Saved entries
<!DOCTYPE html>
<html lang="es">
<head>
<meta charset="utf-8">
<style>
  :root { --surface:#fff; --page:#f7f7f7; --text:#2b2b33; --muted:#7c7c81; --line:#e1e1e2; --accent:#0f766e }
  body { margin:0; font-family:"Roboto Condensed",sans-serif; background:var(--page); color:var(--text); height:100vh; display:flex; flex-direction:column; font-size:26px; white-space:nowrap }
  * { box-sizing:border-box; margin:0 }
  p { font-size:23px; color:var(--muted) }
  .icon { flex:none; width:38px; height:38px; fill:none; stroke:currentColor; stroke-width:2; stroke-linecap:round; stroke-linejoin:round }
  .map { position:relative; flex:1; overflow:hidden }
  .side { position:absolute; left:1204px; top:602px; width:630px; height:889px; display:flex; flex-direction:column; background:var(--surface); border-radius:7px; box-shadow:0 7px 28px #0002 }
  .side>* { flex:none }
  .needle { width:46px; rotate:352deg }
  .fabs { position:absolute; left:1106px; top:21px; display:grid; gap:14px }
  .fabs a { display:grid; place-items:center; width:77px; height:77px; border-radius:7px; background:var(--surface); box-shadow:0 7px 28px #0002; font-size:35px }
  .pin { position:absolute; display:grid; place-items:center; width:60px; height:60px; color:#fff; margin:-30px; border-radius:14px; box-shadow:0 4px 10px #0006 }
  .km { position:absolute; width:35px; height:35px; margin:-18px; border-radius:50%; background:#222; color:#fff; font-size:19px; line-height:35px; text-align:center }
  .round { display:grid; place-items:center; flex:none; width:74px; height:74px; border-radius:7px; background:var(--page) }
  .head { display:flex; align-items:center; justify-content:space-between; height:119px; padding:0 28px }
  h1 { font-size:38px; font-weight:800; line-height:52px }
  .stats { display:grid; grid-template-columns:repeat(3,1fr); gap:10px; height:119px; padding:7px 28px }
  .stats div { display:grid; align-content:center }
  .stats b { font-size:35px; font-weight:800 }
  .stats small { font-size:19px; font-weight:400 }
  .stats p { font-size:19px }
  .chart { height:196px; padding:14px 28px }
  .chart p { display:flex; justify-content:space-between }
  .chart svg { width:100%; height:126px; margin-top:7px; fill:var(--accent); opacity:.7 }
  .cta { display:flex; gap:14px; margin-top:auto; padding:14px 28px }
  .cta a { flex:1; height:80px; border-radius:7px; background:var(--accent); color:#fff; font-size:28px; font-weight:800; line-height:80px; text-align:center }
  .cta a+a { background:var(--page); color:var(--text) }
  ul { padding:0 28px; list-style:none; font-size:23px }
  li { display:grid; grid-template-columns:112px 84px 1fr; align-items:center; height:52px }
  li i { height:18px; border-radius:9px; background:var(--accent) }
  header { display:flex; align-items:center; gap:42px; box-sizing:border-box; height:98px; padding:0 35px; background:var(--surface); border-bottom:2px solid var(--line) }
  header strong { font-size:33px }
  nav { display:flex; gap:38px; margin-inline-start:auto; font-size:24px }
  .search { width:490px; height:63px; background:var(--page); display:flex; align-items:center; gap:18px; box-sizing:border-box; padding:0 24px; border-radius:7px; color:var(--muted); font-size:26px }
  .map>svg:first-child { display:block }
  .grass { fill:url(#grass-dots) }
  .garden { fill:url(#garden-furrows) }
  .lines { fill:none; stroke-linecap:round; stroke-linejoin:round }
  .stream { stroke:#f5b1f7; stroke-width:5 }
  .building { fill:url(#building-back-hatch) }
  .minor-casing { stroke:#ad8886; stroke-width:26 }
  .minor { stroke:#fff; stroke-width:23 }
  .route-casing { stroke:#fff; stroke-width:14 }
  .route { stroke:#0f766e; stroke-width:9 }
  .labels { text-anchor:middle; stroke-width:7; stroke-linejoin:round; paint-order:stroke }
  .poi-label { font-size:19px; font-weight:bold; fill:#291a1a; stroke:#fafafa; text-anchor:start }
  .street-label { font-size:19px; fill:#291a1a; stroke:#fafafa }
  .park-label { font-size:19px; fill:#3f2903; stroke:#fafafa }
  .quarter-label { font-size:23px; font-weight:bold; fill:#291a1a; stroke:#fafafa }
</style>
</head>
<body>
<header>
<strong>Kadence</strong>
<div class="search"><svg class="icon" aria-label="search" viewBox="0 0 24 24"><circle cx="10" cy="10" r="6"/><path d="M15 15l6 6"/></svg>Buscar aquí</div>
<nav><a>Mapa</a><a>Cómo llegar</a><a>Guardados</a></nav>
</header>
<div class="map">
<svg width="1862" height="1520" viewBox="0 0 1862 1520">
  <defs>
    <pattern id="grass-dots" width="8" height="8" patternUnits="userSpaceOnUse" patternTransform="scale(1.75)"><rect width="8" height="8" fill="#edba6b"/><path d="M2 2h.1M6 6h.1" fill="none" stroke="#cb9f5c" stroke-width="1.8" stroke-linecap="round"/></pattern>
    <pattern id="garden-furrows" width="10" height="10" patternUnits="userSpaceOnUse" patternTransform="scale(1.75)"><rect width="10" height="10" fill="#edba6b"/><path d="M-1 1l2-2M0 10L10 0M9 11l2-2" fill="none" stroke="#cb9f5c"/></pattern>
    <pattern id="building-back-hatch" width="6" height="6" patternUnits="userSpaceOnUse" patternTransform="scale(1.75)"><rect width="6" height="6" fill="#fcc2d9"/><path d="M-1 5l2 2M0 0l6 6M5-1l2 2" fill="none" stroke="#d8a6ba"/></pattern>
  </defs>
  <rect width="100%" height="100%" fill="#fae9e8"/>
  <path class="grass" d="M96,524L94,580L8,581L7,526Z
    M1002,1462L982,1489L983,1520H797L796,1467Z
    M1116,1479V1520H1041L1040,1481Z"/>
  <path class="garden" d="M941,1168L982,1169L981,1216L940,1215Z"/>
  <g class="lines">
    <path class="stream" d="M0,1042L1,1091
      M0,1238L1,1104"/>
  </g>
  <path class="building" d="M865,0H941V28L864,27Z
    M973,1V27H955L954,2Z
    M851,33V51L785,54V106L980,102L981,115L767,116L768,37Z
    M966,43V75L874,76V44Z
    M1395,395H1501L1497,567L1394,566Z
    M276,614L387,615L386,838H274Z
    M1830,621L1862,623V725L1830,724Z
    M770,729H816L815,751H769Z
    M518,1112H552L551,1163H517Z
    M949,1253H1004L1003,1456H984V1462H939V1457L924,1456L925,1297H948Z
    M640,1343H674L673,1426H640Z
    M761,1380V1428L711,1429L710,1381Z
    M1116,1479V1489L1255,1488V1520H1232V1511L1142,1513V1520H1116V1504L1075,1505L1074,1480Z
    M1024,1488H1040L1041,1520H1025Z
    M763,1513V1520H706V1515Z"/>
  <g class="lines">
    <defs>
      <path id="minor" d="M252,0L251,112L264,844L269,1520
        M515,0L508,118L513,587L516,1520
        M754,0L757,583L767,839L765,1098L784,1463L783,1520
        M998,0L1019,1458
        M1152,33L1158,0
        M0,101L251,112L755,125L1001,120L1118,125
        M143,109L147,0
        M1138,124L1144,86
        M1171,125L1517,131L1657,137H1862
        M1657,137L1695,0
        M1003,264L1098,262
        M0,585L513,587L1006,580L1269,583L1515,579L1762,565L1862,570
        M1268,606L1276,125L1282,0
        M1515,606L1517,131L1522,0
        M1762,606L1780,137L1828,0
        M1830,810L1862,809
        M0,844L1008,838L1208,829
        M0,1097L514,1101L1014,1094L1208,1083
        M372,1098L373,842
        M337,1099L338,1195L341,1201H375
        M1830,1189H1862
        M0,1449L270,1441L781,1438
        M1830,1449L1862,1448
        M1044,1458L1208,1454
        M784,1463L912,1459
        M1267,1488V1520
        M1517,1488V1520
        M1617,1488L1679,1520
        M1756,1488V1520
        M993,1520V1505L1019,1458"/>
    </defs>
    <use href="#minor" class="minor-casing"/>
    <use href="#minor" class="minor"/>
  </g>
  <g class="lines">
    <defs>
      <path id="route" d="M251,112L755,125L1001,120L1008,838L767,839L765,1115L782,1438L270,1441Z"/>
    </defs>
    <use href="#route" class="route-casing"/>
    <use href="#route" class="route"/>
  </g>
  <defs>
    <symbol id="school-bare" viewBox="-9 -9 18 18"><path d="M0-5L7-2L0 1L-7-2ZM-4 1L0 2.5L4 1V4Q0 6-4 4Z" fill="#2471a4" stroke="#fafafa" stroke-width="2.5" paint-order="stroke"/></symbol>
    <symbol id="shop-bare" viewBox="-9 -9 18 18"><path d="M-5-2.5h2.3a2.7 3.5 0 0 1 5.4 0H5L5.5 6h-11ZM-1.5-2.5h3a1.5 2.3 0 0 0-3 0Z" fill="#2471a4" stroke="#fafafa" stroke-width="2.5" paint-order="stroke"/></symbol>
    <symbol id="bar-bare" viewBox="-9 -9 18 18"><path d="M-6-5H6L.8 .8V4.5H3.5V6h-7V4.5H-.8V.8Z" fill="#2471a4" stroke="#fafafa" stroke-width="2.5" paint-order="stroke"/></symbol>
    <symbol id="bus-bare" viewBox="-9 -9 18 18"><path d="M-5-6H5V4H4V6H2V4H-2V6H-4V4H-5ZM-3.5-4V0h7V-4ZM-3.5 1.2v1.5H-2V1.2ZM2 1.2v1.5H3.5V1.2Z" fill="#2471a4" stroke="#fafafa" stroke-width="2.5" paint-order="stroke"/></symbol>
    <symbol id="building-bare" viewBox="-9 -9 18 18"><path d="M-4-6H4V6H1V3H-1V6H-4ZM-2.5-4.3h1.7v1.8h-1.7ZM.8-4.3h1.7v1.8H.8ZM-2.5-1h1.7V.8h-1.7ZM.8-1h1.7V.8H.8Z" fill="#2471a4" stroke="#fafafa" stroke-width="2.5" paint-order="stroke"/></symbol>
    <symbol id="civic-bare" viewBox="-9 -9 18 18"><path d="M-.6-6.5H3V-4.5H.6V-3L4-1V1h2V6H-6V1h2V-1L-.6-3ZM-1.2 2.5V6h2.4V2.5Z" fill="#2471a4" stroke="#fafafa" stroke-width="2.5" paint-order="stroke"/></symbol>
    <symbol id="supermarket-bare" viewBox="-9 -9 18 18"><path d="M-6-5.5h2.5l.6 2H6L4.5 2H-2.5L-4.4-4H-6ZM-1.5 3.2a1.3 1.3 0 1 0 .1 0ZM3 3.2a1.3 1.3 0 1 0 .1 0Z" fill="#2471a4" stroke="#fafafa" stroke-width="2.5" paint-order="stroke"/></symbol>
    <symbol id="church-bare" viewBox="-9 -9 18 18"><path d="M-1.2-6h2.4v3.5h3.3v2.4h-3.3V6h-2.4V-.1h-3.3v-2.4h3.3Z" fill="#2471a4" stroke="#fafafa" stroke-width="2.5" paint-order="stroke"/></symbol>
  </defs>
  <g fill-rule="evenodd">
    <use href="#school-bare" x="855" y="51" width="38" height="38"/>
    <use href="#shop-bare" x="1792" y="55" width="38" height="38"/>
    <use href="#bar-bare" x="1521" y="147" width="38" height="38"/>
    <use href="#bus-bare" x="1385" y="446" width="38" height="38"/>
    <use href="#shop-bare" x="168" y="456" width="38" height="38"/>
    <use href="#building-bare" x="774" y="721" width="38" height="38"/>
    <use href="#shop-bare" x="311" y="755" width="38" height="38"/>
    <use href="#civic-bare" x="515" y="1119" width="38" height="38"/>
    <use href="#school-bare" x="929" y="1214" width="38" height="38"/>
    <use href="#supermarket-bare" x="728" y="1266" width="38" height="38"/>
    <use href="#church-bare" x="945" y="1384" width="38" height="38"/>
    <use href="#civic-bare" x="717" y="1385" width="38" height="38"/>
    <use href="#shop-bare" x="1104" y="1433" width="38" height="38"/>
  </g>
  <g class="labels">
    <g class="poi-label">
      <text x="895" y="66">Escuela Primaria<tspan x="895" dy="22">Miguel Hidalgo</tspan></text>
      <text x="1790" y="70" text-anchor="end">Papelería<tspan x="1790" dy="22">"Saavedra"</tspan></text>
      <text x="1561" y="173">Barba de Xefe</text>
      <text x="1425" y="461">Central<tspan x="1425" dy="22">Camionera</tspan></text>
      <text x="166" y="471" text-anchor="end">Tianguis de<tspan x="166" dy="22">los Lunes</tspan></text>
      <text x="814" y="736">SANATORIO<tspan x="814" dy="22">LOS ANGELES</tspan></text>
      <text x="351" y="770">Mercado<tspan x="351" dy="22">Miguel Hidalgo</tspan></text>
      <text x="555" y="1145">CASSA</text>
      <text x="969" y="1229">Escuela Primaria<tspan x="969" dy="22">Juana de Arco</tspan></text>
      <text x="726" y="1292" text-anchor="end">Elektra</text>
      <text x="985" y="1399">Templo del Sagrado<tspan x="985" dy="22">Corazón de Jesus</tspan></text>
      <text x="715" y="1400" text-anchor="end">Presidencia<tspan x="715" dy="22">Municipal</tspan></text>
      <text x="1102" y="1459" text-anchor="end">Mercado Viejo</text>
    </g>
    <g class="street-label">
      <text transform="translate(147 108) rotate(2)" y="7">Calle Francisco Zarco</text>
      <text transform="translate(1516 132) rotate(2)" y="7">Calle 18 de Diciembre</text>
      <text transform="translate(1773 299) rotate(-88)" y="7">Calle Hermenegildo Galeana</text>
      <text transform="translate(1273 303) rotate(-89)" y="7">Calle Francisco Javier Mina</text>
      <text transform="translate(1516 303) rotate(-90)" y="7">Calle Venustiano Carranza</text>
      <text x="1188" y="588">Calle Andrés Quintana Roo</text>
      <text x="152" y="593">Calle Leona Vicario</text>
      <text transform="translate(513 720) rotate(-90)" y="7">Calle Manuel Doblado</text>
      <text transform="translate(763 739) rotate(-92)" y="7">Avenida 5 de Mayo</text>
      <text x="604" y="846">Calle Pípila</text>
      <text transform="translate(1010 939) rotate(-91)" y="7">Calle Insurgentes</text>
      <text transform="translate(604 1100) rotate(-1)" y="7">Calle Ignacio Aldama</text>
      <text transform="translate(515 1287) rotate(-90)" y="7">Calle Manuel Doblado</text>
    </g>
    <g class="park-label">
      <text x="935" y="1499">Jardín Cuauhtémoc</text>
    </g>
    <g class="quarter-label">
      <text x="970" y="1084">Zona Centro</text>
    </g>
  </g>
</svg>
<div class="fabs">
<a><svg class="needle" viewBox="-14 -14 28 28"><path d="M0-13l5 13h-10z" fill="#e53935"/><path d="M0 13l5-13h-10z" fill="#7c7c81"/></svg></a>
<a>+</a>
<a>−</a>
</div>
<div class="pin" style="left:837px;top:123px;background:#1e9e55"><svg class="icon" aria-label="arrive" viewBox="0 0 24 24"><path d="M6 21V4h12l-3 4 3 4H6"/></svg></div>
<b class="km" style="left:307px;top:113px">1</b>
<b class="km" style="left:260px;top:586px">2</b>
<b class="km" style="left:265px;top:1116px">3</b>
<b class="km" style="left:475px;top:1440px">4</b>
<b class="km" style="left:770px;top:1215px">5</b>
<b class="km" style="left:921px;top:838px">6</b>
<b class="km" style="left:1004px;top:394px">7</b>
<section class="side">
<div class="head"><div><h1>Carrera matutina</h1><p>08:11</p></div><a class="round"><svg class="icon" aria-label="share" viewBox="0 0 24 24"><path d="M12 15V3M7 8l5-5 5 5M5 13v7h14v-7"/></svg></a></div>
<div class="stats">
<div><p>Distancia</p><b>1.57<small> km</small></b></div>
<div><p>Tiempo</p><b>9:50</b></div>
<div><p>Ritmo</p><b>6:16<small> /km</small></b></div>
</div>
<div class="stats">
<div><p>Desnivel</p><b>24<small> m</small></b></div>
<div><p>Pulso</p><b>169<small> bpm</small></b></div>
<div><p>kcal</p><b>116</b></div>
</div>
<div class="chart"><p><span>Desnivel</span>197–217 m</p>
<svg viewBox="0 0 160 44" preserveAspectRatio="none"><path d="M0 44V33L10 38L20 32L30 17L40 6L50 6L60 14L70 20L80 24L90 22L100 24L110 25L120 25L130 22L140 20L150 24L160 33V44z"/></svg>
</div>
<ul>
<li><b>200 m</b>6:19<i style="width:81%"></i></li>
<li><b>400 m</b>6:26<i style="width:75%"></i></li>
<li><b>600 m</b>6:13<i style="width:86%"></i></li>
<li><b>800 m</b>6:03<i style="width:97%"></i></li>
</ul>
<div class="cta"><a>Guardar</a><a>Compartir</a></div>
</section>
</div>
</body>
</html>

EXERCISE AIM:
Look above for the line with "font-size:38px; font-weight:800; line-height:52px" and the line with "padding:0 28px; list-style:none;". Retype those two lines and every line between them exactly, adding nothing.

ANSWER TO THE EXERCISE:
  h1 { font-size:38px; font-weight:800; line-height:52px }
  .stats { display:grid; grid-template-columns:repeat(3,1fr); gap:10px; height:119px; padding:7px 28px }
  .stats div { display:grid; align-content:center }
  .stats b { font-size:35px; font-weight:800 }
  .stats small { font-size:19px; font-weight:400 }
  .stats p { font-size:19px }
  .chart { height:196px; padding:14px 28px }
  .chart p { display:flex; justify-content:space-between }
  .chart svg { width:100%; height:126px; margin-top:7px; fill:var(--accent); opacity:.7 }
  .cta { display:flex; gap:14px; margin-top:auto; padding:14px 28px }
  .cta a { flex:1; height:80px; border-radius:7px; background:var(--accent); color:#fff; font-size:28px; font-weight:800; line-height:80px; text-align:center }
  .cta a+a { background:var(--page); color:var(--text) }
  ul { padding:0 28px; list-style:none; font-size:23px }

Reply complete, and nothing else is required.